According to her, the human brain begins aging as early as at 20, and by 30, it starts slowing down and continues to do so into maturity.
In this process, the mind can hold less and less information and consciousness, and the changes in the mental functioning continue to decline and tend to ‘aggregate’. Surprisingly, the affected person comes to notice this decline in the cognitive ability only at a very late age, something like at age 70.
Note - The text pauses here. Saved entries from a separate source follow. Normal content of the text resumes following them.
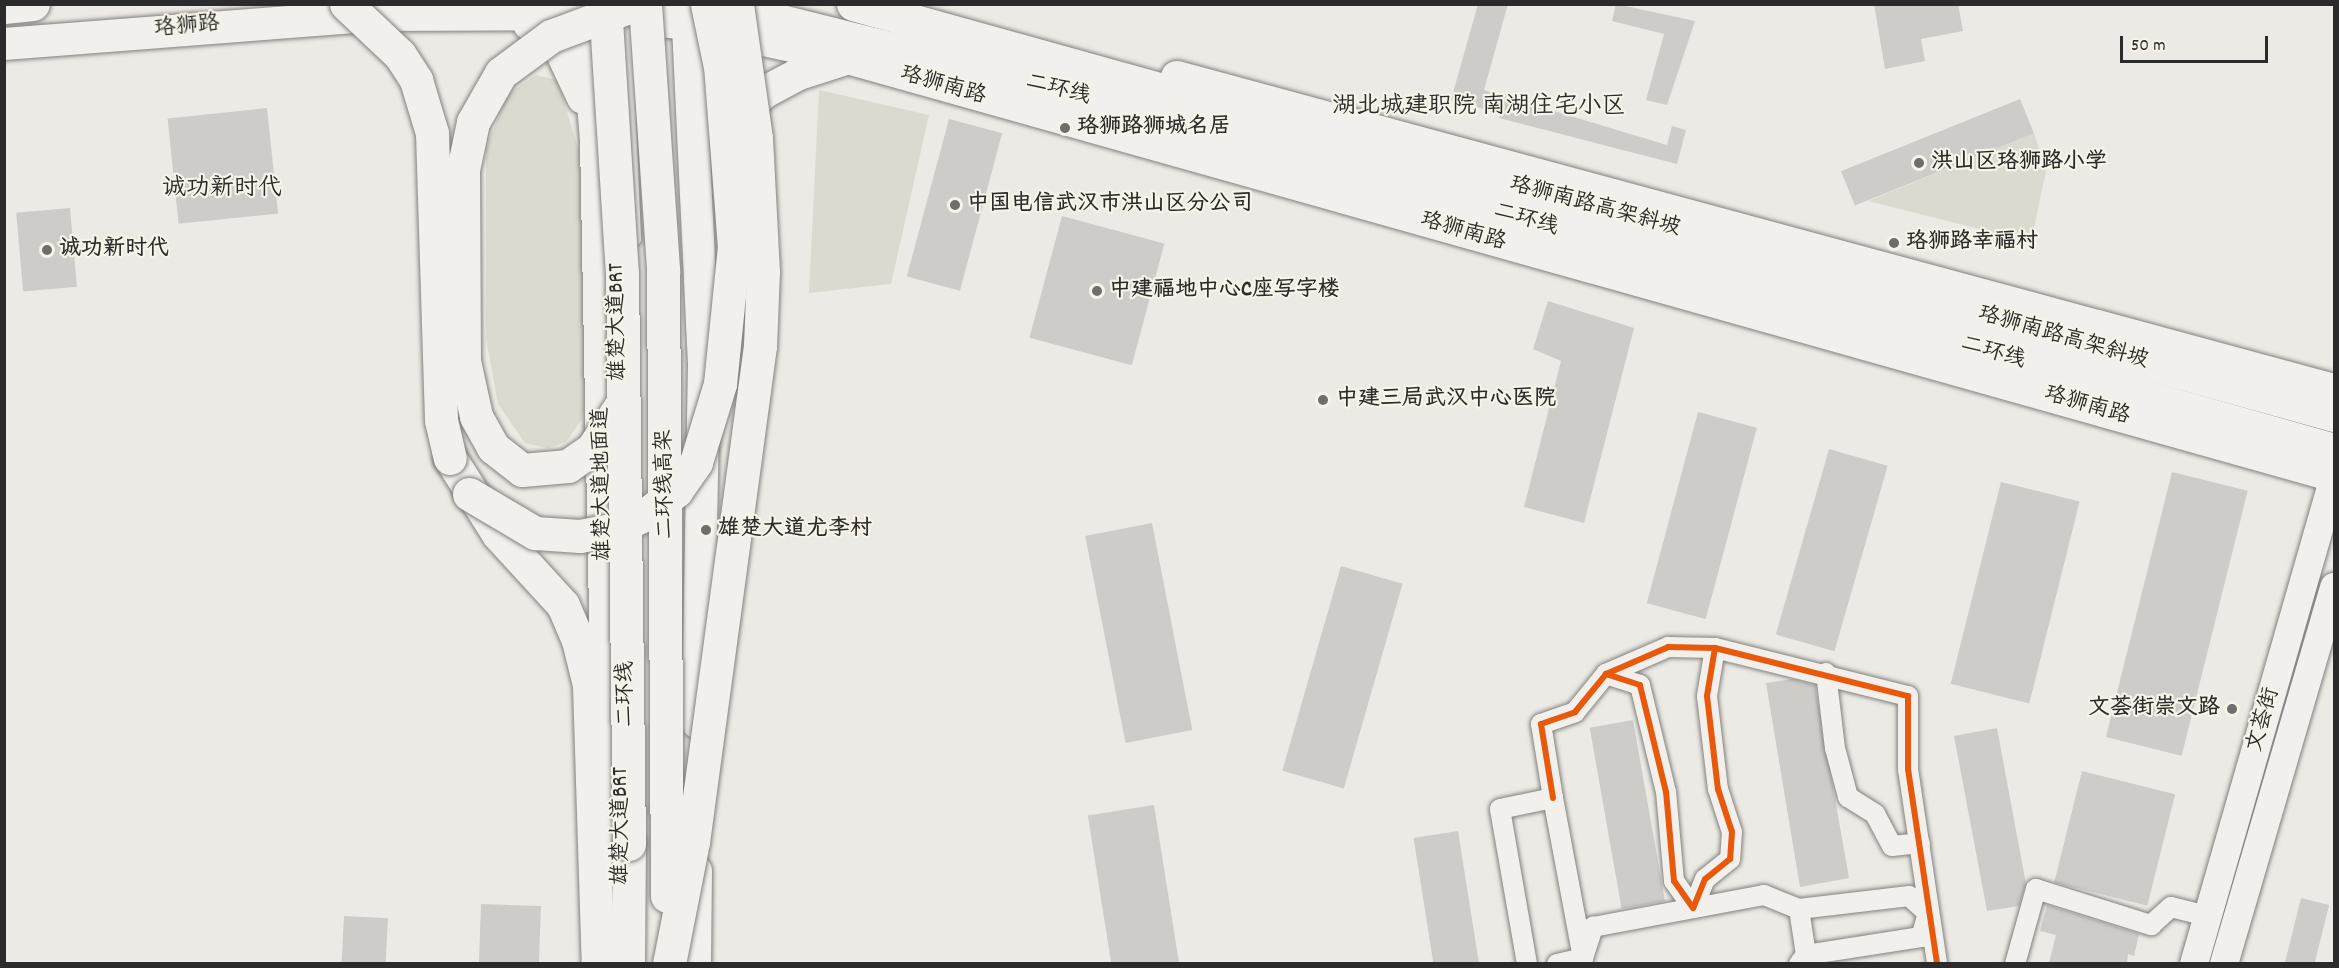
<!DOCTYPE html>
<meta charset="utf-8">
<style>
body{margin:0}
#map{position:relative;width:2339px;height:968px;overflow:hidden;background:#eceae4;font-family:Dekko,"LXGW WenKai TC",sans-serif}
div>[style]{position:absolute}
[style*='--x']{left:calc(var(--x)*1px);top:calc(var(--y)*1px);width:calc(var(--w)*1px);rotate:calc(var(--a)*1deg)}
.green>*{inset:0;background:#dcd9d1}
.building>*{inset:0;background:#ceccc8;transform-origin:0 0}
.roads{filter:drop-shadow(0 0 2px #82817e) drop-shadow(0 0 2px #82817e)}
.service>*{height:10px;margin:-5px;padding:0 5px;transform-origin:5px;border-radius:5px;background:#f1f0ec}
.minor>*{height:20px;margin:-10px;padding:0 10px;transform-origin:10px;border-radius:10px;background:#f1f0ec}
.secondary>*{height:28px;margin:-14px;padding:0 14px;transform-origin:14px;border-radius:14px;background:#f1f0ec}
.primary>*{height:32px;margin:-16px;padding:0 16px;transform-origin:16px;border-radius:16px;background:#f1f0ec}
.trunk>*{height:33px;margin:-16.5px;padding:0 16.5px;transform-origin:16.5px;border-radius:16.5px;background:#f1f0ec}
.bridges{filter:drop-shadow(0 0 2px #82817e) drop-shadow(0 0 2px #82817e)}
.trunk-bridge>*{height:33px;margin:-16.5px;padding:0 16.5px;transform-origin:16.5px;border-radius:16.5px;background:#f1f0ec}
.cycleway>*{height:6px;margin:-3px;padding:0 3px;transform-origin:3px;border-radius:3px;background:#e8590c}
.dots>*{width:16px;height:16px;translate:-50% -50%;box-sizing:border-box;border:3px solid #f7f3e8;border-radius:50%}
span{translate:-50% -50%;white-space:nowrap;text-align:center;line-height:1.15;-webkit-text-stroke:4.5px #f7f3e8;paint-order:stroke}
.street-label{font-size:22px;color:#2b2b2b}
.poi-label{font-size:22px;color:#2b2b2b;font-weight:700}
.left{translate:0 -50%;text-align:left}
.right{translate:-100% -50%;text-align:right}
.neighbourhood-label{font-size:24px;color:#2b2b2b}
.frame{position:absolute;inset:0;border:6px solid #2b2b2b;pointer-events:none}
.scale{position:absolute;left:2120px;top:36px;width:148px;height:27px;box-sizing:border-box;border:3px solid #2b2b2b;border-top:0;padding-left:8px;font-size:18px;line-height:21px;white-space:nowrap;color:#2b2b2b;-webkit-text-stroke:4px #f7f3e8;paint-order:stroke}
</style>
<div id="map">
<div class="green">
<div style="clip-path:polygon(536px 75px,557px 80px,579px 151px,588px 289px,588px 390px,582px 419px,566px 442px,548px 448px,525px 443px,498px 404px,486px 338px,486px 149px,507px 95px)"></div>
<div style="clip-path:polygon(819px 90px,929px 115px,891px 284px,809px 293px)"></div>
<div style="clip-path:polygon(2034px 133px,2046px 171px,2031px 242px,1868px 201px)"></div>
</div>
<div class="building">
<div style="clip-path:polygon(1478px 4px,1508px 4px,1484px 90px,1667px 145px,1672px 126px,1686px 130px,1677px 164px,1499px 118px,1501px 114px,1451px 100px)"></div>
<div style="clip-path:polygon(1616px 4px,1695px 21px,1667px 105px,1646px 100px,1664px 34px,1612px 21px)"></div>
<div style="clip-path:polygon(1874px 4px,1958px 4px,1963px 31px,1921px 39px,1925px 61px,1885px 69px)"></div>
<div style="left:2020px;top:99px;width:37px;height:193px;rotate:68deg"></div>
<div style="left:267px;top:108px;width:106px;height:100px;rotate:84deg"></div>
<div style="left:949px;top:119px;width:55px;height:163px;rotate:15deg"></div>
<div style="left:70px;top:208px;width:79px;height:54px;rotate:85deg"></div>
<div style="left:1062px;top:216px;width:106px;height:126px;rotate:15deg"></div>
<div style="clip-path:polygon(1548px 301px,1634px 328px,1584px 523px,1524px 507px,1561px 361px,1533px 349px)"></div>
<div style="left:1698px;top:412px;width:61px;height:198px;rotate:15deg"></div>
<div style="left:1829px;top:449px;width:61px;height:193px;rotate:16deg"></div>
<div style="left:2172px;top:472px;width:78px;height:273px;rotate:14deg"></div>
<div style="left:2001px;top:482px;width:81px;height:208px;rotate:14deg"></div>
<div style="left:1152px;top:523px;width:211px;height:68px;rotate:79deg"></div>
<div style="left:1341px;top:566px;width:64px;height:213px;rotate:16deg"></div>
<div style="clip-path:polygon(1792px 679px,1815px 685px,1849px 878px,1800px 887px,1766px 683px)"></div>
<div style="left:1633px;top:720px;width:184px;height:44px;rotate:80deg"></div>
<div style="clip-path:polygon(1997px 728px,2026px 884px,2019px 906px,1987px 911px,1954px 736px)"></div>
<div style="left:2082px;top:771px;width:96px;height:115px;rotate:14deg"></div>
<div style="left:1154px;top:805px;width:160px;height:67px;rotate:81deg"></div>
<div style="left:1458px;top:831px;width:134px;height:45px;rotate:81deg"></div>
<div style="left:2301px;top:898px;width:29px;height:67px;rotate:14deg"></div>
<div style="left:481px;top:904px;width:60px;height:59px;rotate:2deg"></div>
<div style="clip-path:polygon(2047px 905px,2139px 934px,2134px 956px,2128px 954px,2127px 963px,2049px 963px,2056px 935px,2040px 931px)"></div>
<div style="left:344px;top:916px;width:44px;height:47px;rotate:3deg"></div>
</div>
<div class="roads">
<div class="service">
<div style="--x:627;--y:22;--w:218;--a:87.6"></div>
</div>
<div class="minor">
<div style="--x:1715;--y:648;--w:199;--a:14"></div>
<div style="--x:1908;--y:696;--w:73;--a:90"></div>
<div style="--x:1908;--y:769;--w:197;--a:81.5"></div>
<div style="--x:1826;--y:673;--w:76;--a:83.2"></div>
<div style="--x:1835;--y:748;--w:51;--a:75.1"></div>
<div style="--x:1848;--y:797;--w:32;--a:32"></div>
<div style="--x:1875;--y:814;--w:36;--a:62"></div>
<div style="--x:1892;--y:846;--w:28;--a:-6"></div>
<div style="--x:1553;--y:798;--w:75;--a:-99.2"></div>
<div style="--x:1541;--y:724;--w:36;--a:-19"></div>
<div style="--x:1575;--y:712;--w:49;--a:-50.8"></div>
<div style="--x:1606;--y:674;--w:68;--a:-23.5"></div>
<div style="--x:1668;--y:647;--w:47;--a:1.2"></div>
<div style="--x:1715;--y:648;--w:49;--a:99.5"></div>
<div style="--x:1707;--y:696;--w:94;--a:83.3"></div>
<div style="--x:1718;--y:789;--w:45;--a:72"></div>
<div style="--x:1732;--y:832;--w:27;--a:94"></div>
<div style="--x:1730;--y:859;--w:32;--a:141"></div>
<div style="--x:1705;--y:879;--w:31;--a:112"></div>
<div style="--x:1693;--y:908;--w:33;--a:-125"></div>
<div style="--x:1674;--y:881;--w:89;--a:-95.1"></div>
<div style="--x:1666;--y:792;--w:110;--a:-103.7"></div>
<div style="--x:1640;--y:685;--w:36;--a:-162"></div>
<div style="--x:1799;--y:909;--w:111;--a:-6.7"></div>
<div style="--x:1909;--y:896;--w:25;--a:42"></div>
<div style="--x:1928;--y:913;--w:25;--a:106"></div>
<div style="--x:1921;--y:937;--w:116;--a:171.1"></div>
<div style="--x:1527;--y:964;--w:157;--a:-99.9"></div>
<div style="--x:1500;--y:809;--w:54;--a:-11.7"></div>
<div style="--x:1553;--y:798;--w:163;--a:79.4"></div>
<div style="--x:1557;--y:964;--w:27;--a:-13"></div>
<div style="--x:1583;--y:958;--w:33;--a:-72"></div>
<div style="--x:1593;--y:927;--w:174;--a:-10.6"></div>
<div style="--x:1764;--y:895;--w:38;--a:22"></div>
<div style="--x:1799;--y:909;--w:47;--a:81.3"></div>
<div style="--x:1806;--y:955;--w:11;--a:128"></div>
<div style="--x:2015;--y:964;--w:78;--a:-74.4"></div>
<div style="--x:2036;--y:889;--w:121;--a:17.4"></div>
<div style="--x:2151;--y:925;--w:27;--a:-42"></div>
<div style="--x:2171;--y:907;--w:37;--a:14"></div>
</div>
<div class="secondary">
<div style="--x:2194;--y:964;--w:507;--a:-73.96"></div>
<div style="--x:2224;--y:964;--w:393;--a:-73.7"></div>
</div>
<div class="primary">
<div style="--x:585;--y:4;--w:136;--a:85.4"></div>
<div style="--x:596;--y:140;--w:685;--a:88.91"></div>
<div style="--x:687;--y:5;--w:357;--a:87.3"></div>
<div style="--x:704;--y:362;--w:361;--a:91"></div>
<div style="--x:529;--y:24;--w:38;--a:37"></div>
<div style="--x:559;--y:47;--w:56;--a:64.8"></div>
<div style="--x:4;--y:44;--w:377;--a:-4.4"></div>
<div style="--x:380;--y:15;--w:206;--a:-0.3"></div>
<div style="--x:586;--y:14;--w:103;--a:5.5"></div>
<div style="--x:689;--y:24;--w:163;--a:12.1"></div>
<div style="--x:848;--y:58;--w:1544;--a:15.71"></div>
<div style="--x:1177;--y:77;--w:1199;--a:15.14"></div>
<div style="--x:734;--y:120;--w:42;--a:-42.1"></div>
<div style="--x:765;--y:92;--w:38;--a:-28"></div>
<div style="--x:799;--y:74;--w:49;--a:-17.7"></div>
<div style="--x:695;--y:964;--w:93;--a:-89.4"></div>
</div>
<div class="trunk">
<div style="--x:713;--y:4;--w:412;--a:14"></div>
<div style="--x:1113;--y:104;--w:1269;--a:15.82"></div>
<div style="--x:853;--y:4;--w:1537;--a:15.51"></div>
<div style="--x:4;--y:7;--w:29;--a:-6"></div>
<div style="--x:450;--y:458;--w:90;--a:57.7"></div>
<div style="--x:498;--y:534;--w:96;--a:47.5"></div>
<div style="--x:563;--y:605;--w:38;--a:67"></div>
<div style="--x:578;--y:640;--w:46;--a:76.3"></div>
<div style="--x:589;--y:685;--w:279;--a:88.2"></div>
<div style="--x:628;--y:964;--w:120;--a:-89.5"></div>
</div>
</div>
<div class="bridges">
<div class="trunk-bridge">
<div style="--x:346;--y:4;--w:74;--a:43.4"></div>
<div style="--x:400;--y:55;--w:30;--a:57"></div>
<div style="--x:416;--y:80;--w:55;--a:73.2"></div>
<div style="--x:432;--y:133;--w:287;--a:88.2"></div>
<div style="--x:441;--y:420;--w:39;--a:77"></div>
<div style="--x:605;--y:4;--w:270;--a:86.4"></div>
<div style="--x:622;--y:273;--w:571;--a:89.3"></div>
<div style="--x:645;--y:4;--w:267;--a:86.1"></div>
<div style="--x:663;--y:270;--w:626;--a:89.63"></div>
<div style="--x:623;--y:402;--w:56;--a:123.4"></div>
<div style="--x:592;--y:449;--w:29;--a:145"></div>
<div style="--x:568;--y:466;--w:46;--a:175"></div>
<div style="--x:522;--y:470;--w:37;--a:-142"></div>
<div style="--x:493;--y:447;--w:35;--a:-119"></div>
<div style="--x:476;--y:416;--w:56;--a:-102.3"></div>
<div style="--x:464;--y:361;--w:191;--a:-90.3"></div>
<div style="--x:463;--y:170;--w:49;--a:-78.2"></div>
<div style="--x:473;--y:122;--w:56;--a:-60.3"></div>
<div style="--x:501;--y:73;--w:62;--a:-36.5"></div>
<div style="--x:551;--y:36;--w:80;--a:-20.5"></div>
<div style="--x:469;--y:494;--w:77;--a:30.6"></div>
<div style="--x:535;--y:533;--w:45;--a:3.8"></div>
<div style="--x:580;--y:536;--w:33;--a:-11"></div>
<div style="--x:612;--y:530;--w:40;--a:-25"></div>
<div style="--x:648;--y:513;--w:36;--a:-38"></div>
<div style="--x:676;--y:491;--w:35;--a:-55"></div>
<div style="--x:696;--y:462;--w:82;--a:-72.9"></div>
<div style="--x:720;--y:384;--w:138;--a:-84.2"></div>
<div style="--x:734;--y:247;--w:181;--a:-94.4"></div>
<div style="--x:720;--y:67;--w:64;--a:-101.7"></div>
<div style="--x:669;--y:964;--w:124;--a:-78.9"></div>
<div style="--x:693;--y:842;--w:501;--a:-82.31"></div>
<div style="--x:760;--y:346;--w:74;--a:-87.7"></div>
<div style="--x:763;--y:272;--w:134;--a:-93"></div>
<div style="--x:756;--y:138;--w:135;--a:-98.1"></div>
</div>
</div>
<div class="cycleway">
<div style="--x:1715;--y:648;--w:199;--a:14"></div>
<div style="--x:1908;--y:696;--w:73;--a:90"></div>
<div style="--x:1908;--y:769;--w:197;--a:81.5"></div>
<div style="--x:1553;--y:798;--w:75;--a:-99.2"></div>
<div style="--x:1541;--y:724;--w:36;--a:-19"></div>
<div style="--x:1575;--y:712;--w:49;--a:-50.8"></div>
<div style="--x:1606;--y:674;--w:68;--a:-23.5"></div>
<div style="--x:1668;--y:647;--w:47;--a:1.2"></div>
<div style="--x:1715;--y:648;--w:49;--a:99.5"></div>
<div style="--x:1707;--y:696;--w:94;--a:83.3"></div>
<div style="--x:1718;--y:789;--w:45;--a:72"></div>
<div style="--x:1732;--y:832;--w:27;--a:94"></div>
<div style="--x:1730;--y:859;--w:32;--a:141"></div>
<div style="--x:1705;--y:879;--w:31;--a:112"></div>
<div style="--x:1693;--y:908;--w:33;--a:-125"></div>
<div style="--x:1674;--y:881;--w:89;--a:-95.1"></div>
<div style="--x:1666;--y:792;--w:110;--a:-103.7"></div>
<div style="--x:1640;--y:685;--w:36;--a:-162"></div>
</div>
<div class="dots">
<div style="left:1065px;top:128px;background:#6f6e6c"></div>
<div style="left:1919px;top:163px;background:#6f6e6c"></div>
<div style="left:955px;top:205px;background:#6f6e6c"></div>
<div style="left:1894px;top:243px;background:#6f6e6c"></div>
<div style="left:47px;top:250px;background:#6f6e6c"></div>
<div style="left:1097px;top:291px;background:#6f6e6c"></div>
<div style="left:1323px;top:400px;background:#6f6e6c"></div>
<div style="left:706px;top:530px;background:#6f6e6c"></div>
<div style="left:2232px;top:709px;background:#6f6e6c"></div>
</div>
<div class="street-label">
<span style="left:187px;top:27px;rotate:-5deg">珞狮路</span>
<span style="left:943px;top:86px;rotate:16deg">珞狮南路</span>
<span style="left:1058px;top:90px;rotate:14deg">二环线</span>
<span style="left:1595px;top:207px;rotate:15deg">珞狮南路高架斜坡</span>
<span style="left:1526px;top:220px;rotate:16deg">二环线</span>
<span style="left:1463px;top:232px;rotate:16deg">珞狮南路</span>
<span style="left:618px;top:322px;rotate:-91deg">雄楚大道BRT</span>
<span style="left:2063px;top:338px;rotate:16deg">珞狮南路高架斜坡</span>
<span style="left:1993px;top:353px;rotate:16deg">二环线</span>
<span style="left:2087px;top:406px;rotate:16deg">珞狮南路</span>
<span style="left:603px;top:484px;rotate:-91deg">雄楚大道地面道</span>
<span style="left:666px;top:484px;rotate:-91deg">二环线高架</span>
<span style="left:627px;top:694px;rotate:-90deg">二环线</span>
<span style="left:2264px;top:720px;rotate:-74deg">文荟街</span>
<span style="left:622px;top:826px;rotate:-90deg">雄楚大道BRT</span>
</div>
<div class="poi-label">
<span class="left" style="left:1077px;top:128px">珞狮路狮城名居</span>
<span class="left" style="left:1931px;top:163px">洪山区珞狮路小学</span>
<span class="left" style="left:967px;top:205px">中国电信武汉市洪山区分公司</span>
<span class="left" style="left:1906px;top:243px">珞狮路幸福村</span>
<span class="left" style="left:59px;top:250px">诚功新时代</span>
<span class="left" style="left:1109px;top:291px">中建福地中心C座写字楼</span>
<span class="left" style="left:1336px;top:400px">中建三局武汉中心医院</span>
<span class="left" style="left:718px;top:530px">雄楚大道尤李村</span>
<span class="right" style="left:2220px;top:709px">文荟街崇文路</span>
</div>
<div class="neighbourhood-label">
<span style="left:1479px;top:108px">湖北城建职院 南湖住宅小区</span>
<span style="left:222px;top:190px">诚功新时代</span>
</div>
<div class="frame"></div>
<div class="scale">50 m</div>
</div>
Memory lapses at such stage in recalling simple things like “recalling somebody’s name or where in the lot is the car parked becomes common”.
For memories to take on concrete shape, neurons have to forge electrical and chemical links that connect them into a cable circuit. The long-standing theory that neurons die with the aging of brain has been dispelled, however.
Even the aging brain is armed with ample of living cells that help a human body to perform normally at old age.
During his experiments performed on monkeys, he was able to focus on the molecular target in the neural circuit that enables a human to learn and remember new things.
He was very optimistic for being able to conclude that the molecular target that helps restore the health of the affected memory circuit could be manipulated. Morrison is also trying to develop drugs to replenish the lost receptors in the aging brain and rejuvenate failing memories.
Exercise and rejuvenation
Scientists have further found physical exercise to be very instrumental in rejuvenating the aging brain and claim that even persons at 70 can be mentally capable equally as anyone half their age.
Carl W Cotman from the University of California at Irvine theorises that regular exercise helps keep the neurons healthy and sound by boosting production of vital brain proteins.
He performed tests on rats and found that the level of proteins that help neurons grow doubled in the case of active rats compared to the idle ones. Exercise, according to him, works like ‘molecular fertiliser’ to the development of the brain.
It has been also noted that some people’s brain age slowly but in other cases it declines more rapidly. One of the reasons for this is attributed to the genetic factor that is built-in.
Scientists have, however, come across ample evidences to show that exercise or maintenance of regular activity enables an aging person’s intellectual functionality to decline at a slower pace, or maybe not at all.
For decades neuroscientists believed neurons in a fully developed brain never reproduced themselves and could not be replaced in the event of damage or injury. This old dogma has been proven wrong. Irrespective of old age, nerve cells that enable a person to see, smell, walk, talk, think and remember continue to produce new neurons.
The extraordinary faculty of neurons restore or replace the damaged and injured ones even in the cases of crippling diseases like the Parkinson’s or Alzheimer’s or dementia, the decline in mental ability–all referred to as a scourge of aging.
Mystery yet to be unveiled
How the mysterious human brain works continues to baffle scientists with newer findings! Although in the recent years, neuroscientists have debunked the old hard-wired myths about our brain; it still remains shrouded by a plethora of unsolved mysteries. The more it’s probed the more surprises it has in store.
Neuroscientists to this day are still confounded by simple questions like: Why does music trigger emotions; Why do we dream; Why do we often get déjà vu? Maybe we will have the answers to these, too, some day.
I suggest you watch this short but riveting video clip, the winner of numerous international awards–MY LOVE AFFAIR WITH THE BRAIN: The Life and Science of Dr. Marian Diamond. The video features the late Dr. Marian Cleeves, the neuroscientist who first studied Albert Einstein’s brain.
Disclaimer: The information in the above text is solely research-based. The author is not a certified expert on the above field, so cross-reference and readers’ discretion is solicited.